Frente a toda aquella locura muy pocos levantaron la voz. Uno de ellos, demostrando que la razón suele estar en minoría y que el intelectual que es aclamado por las multitudes ha perdido ya parte de su batalla, fue Castellio. Su ataque a Calvino y su defensa de la tolerancia le causó múltiples problemas personales, pero siempre pensó que su conciencia era más importante que su bienestar personal. Falleció, ya digo, con apenas 48 años y lo hizo en la pobreza, aunque es cierto que tuvo la suerte de morir cuando ya se había iniciado un proceso de herejía contra él instigado por el integrista ginebrino.

Desde hace unos meses, los habitantes de esta aldea global llamada tierra nos venimos desayunando, cada cierto tiempo, con las atrocidades que el Daesh, el Estado Islámico, viene cometiendo en las zonas que se encuentran, en el área del Creciente Fértil, bajo su control. Movidos por una interpretación integrista del Islam en su versión sunní, los seguidores del yihadista Abu Bakr al-Baghdadi asesinan o esclavizan a los que no piensan como ellos en materia de fe. Otra vez el infierno en la tierra con la excusa de establecer en ella el reino de Dios. Ya sé que hace tiempo que la teoría de la modernización no goza de buena imagen en el ámbito de la ciencia política o de la sociología, pero a veces no dejan de ser sorprendentes los paralelismos históricos que se establecen en situaciones similares con varios siglos de diferencia. Los procesos de urbanización, cuando van ligados a crecimientos económicos sostenibles y a incrementos de la alfabetización, garantizan a medio plazo la libertad de las personas frente a las identidades que el medio en el que nacen intenta imponerles. El progreso termina casi siempre generando a medio y largo plazo las condiciones estructurales sobre las que germina la tolerancia. De esa manera, uno puede vivir su identidad, igual que su fe, de una manera personal, sin imponérsela a nadie y respetando las creencias de los otros.

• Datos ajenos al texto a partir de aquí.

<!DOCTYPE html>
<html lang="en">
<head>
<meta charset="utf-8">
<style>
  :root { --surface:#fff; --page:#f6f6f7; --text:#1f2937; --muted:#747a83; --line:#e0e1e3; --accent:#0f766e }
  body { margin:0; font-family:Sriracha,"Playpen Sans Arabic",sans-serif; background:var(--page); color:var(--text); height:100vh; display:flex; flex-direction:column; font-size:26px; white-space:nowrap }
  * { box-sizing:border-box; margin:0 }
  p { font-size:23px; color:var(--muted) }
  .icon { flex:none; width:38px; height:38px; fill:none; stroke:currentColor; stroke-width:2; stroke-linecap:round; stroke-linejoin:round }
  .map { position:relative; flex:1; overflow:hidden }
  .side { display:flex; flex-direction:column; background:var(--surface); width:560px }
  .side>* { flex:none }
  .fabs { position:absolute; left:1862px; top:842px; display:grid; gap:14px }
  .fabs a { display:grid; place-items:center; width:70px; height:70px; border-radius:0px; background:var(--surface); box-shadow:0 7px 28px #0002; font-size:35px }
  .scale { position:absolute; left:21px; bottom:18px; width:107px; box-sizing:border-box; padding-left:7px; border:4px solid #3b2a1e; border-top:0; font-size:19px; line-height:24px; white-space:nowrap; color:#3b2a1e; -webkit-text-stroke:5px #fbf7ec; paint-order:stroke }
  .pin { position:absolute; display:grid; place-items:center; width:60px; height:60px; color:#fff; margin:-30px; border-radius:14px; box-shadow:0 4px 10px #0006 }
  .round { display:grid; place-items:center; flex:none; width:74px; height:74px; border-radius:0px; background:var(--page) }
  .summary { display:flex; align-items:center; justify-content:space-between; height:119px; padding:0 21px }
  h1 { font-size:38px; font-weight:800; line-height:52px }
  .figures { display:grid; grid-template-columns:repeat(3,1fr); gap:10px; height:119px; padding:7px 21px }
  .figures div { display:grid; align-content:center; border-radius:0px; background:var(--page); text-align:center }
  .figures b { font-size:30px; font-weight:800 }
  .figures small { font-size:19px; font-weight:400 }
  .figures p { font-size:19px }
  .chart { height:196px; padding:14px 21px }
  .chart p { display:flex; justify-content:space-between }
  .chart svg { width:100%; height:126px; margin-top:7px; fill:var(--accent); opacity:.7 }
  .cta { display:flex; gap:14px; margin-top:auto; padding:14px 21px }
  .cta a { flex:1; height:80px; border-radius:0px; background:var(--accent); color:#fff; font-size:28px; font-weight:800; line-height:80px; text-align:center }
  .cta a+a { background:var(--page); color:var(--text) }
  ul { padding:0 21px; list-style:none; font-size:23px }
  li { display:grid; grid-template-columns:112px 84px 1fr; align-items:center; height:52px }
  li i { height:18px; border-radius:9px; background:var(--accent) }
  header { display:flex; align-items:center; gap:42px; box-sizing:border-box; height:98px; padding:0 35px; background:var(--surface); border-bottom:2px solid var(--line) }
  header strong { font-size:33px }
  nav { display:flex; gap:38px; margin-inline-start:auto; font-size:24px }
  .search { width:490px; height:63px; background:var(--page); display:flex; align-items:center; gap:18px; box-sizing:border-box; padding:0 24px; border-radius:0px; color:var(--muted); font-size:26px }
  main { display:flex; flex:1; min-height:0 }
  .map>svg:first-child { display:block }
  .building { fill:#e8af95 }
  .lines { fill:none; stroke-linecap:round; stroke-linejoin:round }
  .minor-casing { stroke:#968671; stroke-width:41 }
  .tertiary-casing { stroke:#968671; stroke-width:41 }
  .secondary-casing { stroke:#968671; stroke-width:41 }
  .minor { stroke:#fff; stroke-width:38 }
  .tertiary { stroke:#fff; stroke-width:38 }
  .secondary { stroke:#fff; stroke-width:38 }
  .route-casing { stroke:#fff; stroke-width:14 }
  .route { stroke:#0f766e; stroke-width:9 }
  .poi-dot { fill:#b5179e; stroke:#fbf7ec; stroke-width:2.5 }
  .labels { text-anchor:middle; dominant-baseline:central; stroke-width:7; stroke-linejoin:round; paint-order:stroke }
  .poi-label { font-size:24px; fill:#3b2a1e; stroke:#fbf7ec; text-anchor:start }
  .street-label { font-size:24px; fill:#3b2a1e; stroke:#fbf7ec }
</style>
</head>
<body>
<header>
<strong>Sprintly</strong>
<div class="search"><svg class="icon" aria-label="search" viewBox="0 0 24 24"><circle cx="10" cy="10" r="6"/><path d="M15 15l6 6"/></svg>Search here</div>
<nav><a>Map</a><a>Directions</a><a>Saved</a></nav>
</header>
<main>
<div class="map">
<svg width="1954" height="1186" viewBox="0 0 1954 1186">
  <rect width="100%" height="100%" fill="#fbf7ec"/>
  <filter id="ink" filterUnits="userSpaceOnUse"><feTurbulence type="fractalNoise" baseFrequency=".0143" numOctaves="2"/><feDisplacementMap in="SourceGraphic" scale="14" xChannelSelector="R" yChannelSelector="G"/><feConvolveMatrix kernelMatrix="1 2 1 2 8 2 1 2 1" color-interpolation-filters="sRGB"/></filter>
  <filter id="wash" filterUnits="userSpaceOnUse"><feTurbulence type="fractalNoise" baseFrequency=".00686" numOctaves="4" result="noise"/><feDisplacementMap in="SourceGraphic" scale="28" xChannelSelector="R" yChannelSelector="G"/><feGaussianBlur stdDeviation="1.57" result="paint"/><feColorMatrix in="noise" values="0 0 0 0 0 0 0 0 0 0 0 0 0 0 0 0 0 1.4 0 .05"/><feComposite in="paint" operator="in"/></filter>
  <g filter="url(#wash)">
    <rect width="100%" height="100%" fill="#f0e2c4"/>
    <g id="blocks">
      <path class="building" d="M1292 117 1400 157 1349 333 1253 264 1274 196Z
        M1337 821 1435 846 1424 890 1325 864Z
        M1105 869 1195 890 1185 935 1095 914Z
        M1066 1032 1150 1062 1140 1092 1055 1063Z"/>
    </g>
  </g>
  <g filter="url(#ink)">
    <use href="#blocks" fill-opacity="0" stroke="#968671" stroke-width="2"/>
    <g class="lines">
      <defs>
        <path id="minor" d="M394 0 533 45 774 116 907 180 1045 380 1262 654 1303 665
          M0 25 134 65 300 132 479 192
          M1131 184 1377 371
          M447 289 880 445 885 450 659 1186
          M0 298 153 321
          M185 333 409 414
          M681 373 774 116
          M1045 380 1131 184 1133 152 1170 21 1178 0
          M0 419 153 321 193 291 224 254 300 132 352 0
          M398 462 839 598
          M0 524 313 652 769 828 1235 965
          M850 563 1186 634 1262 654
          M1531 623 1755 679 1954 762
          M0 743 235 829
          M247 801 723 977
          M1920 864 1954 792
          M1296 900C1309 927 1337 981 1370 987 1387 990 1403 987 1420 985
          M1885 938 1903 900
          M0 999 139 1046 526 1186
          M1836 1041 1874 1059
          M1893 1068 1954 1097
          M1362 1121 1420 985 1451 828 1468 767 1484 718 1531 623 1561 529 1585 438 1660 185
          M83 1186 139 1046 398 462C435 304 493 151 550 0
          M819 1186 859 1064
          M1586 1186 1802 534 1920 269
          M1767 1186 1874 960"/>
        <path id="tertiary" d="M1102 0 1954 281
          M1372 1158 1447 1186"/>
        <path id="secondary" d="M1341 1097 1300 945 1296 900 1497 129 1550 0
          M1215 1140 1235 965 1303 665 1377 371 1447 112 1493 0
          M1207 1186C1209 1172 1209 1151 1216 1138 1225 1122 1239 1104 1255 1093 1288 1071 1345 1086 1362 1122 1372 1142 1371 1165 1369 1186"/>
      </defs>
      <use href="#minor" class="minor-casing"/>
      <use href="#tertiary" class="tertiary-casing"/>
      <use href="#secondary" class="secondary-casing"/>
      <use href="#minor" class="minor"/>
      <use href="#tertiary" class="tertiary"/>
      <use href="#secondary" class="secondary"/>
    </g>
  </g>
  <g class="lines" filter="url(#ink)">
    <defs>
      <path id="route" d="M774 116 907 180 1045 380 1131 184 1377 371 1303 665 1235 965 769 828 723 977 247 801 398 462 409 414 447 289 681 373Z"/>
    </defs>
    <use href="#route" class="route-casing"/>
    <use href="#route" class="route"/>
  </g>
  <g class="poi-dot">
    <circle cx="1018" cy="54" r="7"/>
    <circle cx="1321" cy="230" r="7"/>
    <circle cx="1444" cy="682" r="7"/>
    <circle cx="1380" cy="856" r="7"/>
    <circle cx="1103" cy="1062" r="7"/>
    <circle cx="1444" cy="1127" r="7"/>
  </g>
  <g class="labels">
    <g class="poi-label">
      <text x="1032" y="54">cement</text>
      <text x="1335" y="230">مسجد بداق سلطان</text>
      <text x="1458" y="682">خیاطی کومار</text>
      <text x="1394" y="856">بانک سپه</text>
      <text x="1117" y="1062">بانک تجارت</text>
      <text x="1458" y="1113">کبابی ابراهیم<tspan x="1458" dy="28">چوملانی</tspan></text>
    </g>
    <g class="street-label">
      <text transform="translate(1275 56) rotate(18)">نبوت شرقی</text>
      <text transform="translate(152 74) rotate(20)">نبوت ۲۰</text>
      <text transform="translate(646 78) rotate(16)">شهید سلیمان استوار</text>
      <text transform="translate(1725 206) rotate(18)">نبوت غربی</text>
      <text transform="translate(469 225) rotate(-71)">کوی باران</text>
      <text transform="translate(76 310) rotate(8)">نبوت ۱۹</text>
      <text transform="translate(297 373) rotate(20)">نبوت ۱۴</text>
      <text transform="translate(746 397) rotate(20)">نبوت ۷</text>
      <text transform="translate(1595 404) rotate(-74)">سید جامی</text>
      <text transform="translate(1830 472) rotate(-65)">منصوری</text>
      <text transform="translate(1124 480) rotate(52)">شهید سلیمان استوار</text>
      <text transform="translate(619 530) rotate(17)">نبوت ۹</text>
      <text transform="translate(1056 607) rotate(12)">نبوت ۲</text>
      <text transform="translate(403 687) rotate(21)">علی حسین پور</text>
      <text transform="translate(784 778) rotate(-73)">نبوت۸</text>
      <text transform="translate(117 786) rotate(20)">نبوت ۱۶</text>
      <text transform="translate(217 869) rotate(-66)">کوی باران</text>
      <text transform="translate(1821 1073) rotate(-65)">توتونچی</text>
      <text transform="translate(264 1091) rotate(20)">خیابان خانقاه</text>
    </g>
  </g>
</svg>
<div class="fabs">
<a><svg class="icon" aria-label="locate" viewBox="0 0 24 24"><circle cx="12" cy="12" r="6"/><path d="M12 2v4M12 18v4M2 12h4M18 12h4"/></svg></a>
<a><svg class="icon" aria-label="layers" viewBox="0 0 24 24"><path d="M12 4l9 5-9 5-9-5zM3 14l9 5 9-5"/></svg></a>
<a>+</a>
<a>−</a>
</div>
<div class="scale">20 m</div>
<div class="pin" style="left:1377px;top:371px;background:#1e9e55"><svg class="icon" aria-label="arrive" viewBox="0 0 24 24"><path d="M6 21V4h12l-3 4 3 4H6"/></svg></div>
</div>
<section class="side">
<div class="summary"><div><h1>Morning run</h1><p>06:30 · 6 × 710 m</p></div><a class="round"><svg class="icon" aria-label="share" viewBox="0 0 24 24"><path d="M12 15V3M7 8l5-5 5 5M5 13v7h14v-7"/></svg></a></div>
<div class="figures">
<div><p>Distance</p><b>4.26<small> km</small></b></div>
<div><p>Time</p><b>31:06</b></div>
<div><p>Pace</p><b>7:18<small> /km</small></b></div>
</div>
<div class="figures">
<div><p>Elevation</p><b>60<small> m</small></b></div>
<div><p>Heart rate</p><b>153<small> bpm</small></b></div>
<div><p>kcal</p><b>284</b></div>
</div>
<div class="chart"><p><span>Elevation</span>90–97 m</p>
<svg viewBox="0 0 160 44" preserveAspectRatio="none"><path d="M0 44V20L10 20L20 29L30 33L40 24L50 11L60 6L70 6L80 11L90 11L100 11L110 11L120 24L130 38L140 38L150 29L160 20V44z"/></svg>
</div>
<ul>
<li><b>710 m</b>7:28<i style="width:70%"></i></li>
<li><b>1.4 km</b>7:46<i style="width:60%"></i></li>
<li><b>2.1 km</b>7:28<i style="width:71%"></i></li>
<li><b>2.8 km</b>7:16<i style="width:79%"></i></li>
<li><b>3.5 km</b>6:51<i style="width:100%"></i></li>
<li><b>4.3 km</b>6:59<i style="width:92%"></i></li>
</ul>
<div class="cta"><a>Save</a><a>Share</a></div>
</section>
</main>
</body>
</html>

Frente a los que consideran que solo ellos tienen razón, las sociedades abiertas en las que vivimos garantizan las libertades de todos y los derechos de las minorías. Porque solo garantizando a los heterodoxos su derecho a existir y a expresarse se ha conseguido que cada vez más personas vivamos mejor y más libres a lo largo de todo el planeta. Y esto es así en cualquier lugar: el caso de Calvino demuestra que no hay diferencias "genéticas" entre la Europa latina y el resto del continente: la demagogia y el totalitarismo puede cuajar en cualquier grupo humano, con independencia de sus creencias y de sus trayectorias.

Como señaló Castellio en unas de sus frases para la historia: "matar a un hombre no es defender una doctrina, sino matar a un hombre. Cuando los ginebrinos ejecutaron a Servet no defendieron ninguna doctrina, sacrificaron a un hombre. Y no se hace profesión de la propia fe quemando a otro hombre, sino únicamente dejándose quemar uno mismo por esa fe".

Un argumento imperecedero que hoy en día, casi quinientos años después, conserva aún toda su vigencia.